Big corporates with far-reaching expertise and supply-chain resources could offer more promise. GlaxoSmithKline (GSK) has linked up with France’s Sanofi (FR:SAN) to develop a vaccine based on its adjuvant platform, which can boost the immune stimulating response of an ordinary vaccine. However, this candidate won't be available until the second half of 2021. Both companies are also working on other vaccines. No bad thing; we're likely to need multiple options.

American group Moderna (US:MRNA) took its vaccine into human trials in mid-March. It was later awarded $483m in federal funding, enabling scaled-up manufacturing. Smaller US peer Inovio (US:INO) started human trials on 6 April and Johnson & Johnson (US:JNJ) expects to start its own clinical studies in the autumn. It has formed an initial partnership to manufacture its vaccine candidate, and aims to supply more than 1bn doses overall.

 

Treatment

There is currently no known treatment for Covid-19, notwithstanding the musings of President Trump. But work is under way to repurpose existing drugs.

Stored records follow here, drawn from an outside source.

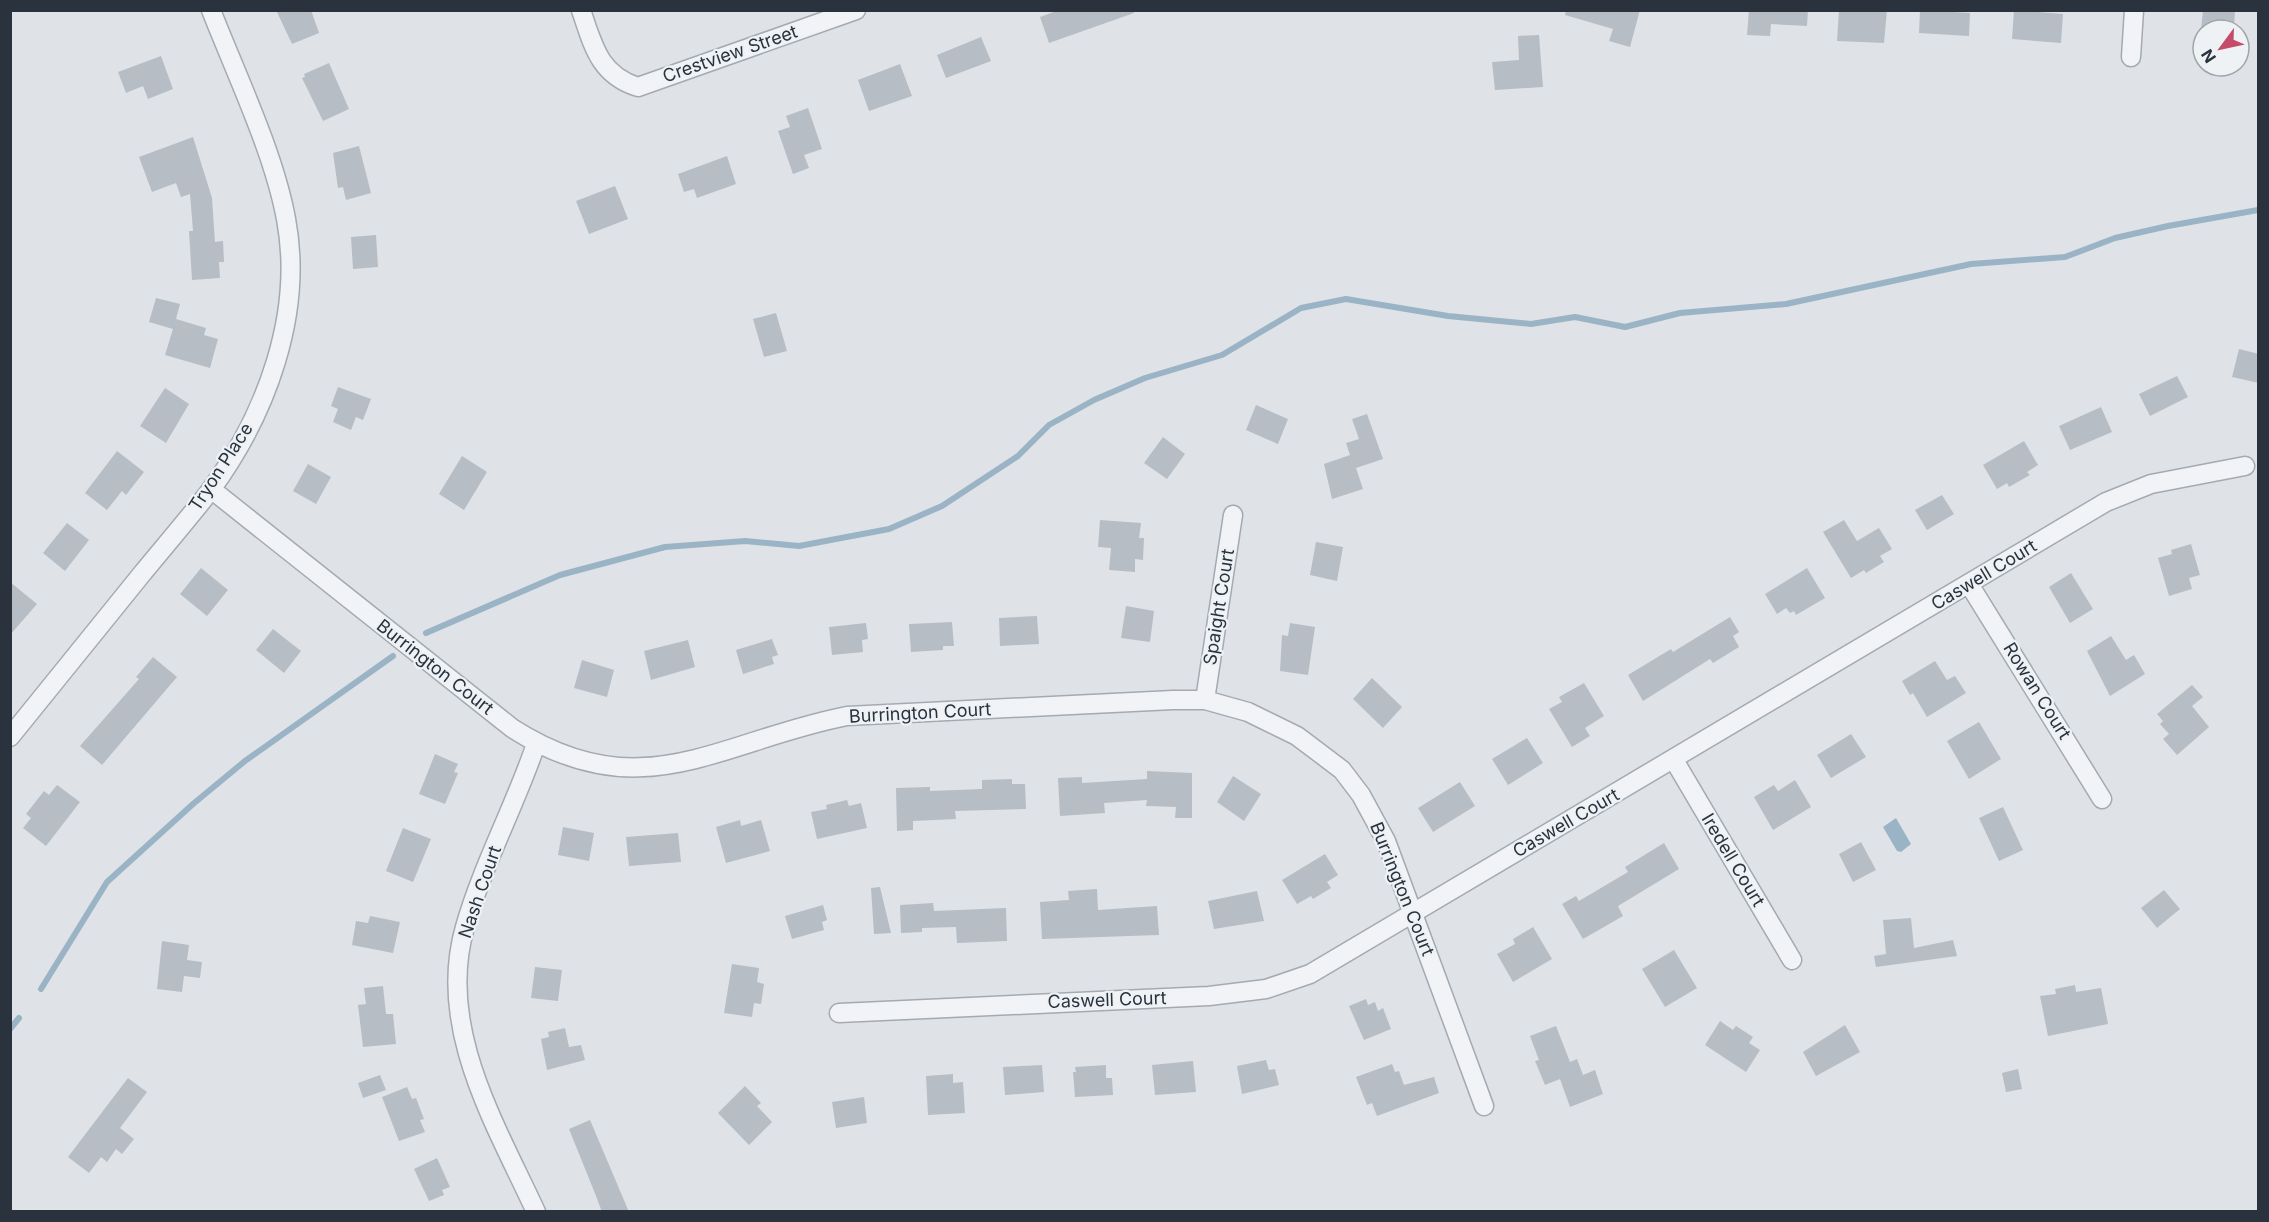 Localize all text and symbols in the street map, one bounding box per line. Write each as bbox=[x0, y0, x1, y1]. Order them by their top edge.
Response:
north arrow bbox=[2191, 18, 2251, 78]
street label: Crestview Street bbox=[660, 21, 800, 86]
text: N bbox=[2197, 46, 2220, 67]
street label: Tryon Place bbox=[184, 419, 257, 515]
street label: Caswell Court bbox=[1927, 535, 2040, 614]
street label: Spaight Court bbox=[1199, 547, 1238, 667]
street label: Burrington Court bbox=[373, 615, 498, 719]
street label: Rowan Court bbox=[1999, 639, 2075, 743]
street label: Burrington Court bbox=[848, 698, 992, 727]
street label: Caswell Court bbox=[1509, 784, 1623, 861]
street label: Iredell Court bbox=[1697, 809, 1769, 910]
street label: Burrington Court bbox=[1366, 819, 1439, 959]
street label: Nash Court bbox=[454, 843, 505, 941]
street label: Caswell Court bbox=[1047, 987, 1167, 1012]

Perhaps the best-known trial – to the market anyway – is Gilead’s (US:GILD). The group’s shares jumped after a report suggested that remdesevir, previously tested in Ebola, had shown good results in a trial. But days later, accidentally-posted draft WHO documents seen by the FT showed disappointing data. Gilead said the post “included inappropriate characterisations of the study”. The shares rose again on 29 April, after the group said it was aware of “positive data” emerging from the US National Institute of Allergy and Infectious Diseases’ study of the drug.

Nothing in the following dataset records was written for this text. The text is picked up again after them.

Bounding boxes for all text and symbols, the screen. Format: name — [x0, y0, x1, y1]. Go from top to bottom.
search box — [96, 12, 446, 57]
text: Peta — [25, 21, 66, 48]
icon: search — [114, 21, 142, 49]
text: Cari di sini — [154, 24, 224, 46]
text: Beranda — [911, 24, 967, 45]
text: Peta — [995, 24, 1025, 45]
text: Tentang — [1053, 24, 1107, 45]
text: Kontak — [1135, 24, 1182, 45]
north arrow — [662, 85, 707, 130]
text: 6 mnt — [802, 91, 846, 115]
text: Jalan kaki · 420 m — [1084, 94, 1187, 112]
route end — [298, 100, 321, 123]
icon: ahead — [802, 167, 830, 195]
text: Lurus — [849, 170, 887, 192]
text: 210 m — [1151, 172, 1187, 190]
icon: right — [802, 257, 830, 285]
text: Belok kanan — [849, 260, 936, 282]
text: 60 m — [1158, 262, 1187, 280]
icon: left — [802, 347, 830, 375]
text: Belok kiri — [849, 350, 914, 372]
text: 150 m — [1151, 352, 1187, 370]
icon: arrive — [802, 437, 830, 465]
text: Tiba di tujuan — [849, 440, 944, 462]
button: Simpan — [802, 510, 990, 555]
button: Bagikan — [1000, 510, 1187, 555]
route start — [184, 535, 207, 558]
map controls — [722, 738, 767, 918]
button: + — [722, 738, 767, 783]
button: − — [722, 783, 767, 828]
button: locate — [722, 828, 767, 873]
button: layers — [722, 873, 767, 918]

Among other examples, Sanofi and Regeneron (US:REGN) are testing rheumatoid-arthritis drug Kevzara in hospitalised Covid patients, and Sanofi is running two studies on hydroxychloroquine. The UK’s AstraZeneca (AZN) is determining whether type 2 diabetes drug Farxiga could prevent organ failure in those with pre-existing conditions. It is also trialling blood-cancer drug Calquence.

 

Testing

Testing should help to contain the virus, even if it can’t neutralise it. And though British health secretary Matt Hancock has conceded that our pharma giants “have no great history in diagnostics”, they are now working with smaller companies to build an industry “at scale” – demonstrating one way in which this crisis could alter the healthcare, and healthcare investment, landscape.

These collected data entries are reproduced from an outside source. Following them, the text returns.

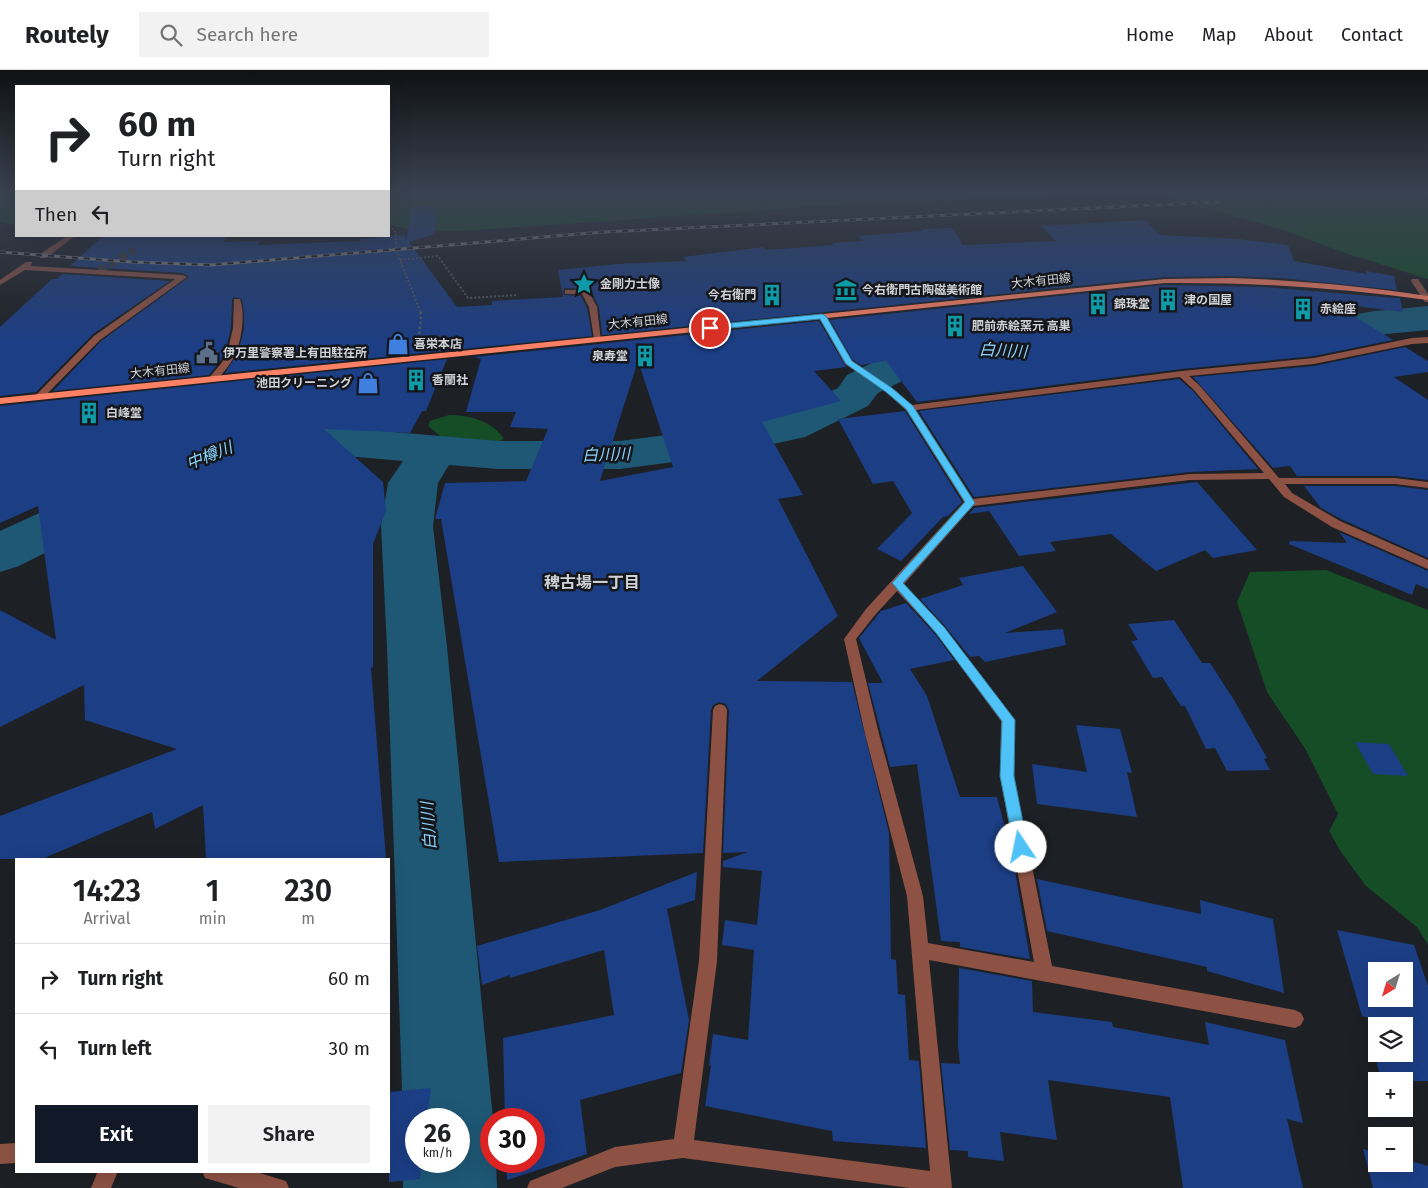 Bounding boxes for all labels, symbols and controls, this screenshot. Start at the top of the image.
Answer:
search box [139,12,489,57]
text: Routely [25,21,109,49]
icon: search [157,21,185,49]
text: Search here [197,23,298,46]
text: Home [1126,24,1174,46]
text: Map [1202,24,1236,46]
text: About [1264,24,1313,46]
text: Contact [1341,24,1403,46]
text: 60 m [118,103,196,145]
icon: right [35,105,100,170]
text: Turn right [118,145,215,172]
icon: left [87,200,115,228]
text: Then [35,203,77,226]
place icon: 金剛力士像 [571,271,597,297]
street label: 大木有田線 [1010,271,1072,291]
place label: 金剛力士像 [600,277,660,291]
museum icon: 今右衛門古陶磁美術館 [833,277,859,303]
building icon: 今右衛門 [759,282,785,308]
place label: 今右衛門古陶磁美術館 [862,283,982,297]
building icon: 津の国屋 [1155,287,1181,313]
place label: 今右衛門 [708,288,756,302]
building icon: 錦珠堂 [1085,291,1111,317]
place label: 津の国屋 [1184,293,1232,307]
building icon: 赤絵座 [1290,296,1316,322]
place label: 錦珠堂 [1113,297,1150,311]
place label: 赤絵座 [1320,302,1356,316]
pin [689,307,731,349]
street label: 大木有田線 [607,312,669,332]
building icon: 肥前赤絵窯元 高巣 [942,313,968,339]
icon: arrive [696,314,724,342]
place label: 肥前赤絵窯元 高巣 [972,319,1071,333]
shop icon: 喜栄本店 [385,331,411,357]
place label: 喜栄本店 [414,337,462,351]
public building icon: 伊万里警察署上有田駐在所 [194,340,220,366]
water label: 白川川 [979,340,1029,361]
building icon: 泉寿堂 [632,343,658,369]
place label: 伊万里警察署上有田駐在所 [223,346,367,360]
place label: 泉寿堂 [592,349,628,363]
street label: 大木有田線 [129,361,191,381]
building icon: 香蘭社 [403,367,429,393]
shop icon: 池田クリーニング [355,370,381,396]
place label: 香蘭社 [432,373,468,387]
place label: 池田クリーニング [256,376,352,390]
building icon: 白峰堂 [76,400,102,426]
place label: 白峰堂 [106,406,142,420]
water label: 中樽川 [183,437,237,473]
water label: 白川川 [582,444,632,465]
district label: 稗古場一丁目 [544,573,640,592]
water label: 白川川 [417,799,440,851]
position arrow [994,820,1046,872]
text: 14:23 [73,873,141,909]
text: 1 [206,873,219,909]
text: 230 [284,873,332,909]
text: Arrival [83,909,130,928]
text: min [199,909,226,928]
text: m [301,909,315,928]
north arrow [1368,962,1412,1008]
map controls [1368,962,1413,1172]
icon: right [35,965,63,993]
text: Turn right [78,967,163,990]
text: 60 m [328,967,370,990]
button: layers [1368,1017,1413,1062]
icon: left [35,1035,63,1063]
text: Turn left [78,1037,152,1060]
text: 30 m [329,1037,370,1060]
button: + [1368,1072,1413,1117]
button: Exit [35,1105,198,1163]
button: Share [208,1105,370,1163]
speed limit sign: 30 [480,1108,545,1173]
text: 26 [424,1119,451,1149]
button: − [1368,1127,1413,1172]
text: km/h [423,1146,452,1160]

As part of Westminster’s five-pillar plan, and in more evidence of collaboration, GSK and Astra have set up a lab with Cambridge University for high-throughput testing  and for the exploration of researching alternative testing reagents to overcome supply shortages.

Aim's companies are playing their part. Microcap Novacyt (NCYT) is supplying its gene-based tests to the Cambridge team. It has also signed a government contract to provide 290,000 tests per week for the NHS. Investors have piled in, lifting the shares from 14p in January to 404p.

Meanwhile, Omega Diagnostics (ODX) soared 700 per cent in April alone. As part of the UK’s Rapid Test Consortium, it is helping to make a point-of-care antibody test, which could gauge whether people develop immunity after having the virus. Separately, pending validation, it plans to make thousands of Mologic’s CE-marked antibody test per day.

At the larger end of the spectrum, Roche (SW:RO) and Abbott Laboratories (US:ABT) have each – among other Covid-19 tests – created their own ‘serology’ antibody kits. But while there is no proof yet that recovery protects against reinfection, it helps that both companies are huge and multi-segmental. Diagnostics comprised $1.8bn – or 24 per cent – of Abbott's first-quarter sales, balanced out by pharma, nutrition and devices. Arguably, such diversification is Abbott's greatest attribute, while there’s still so much to learn about this virus.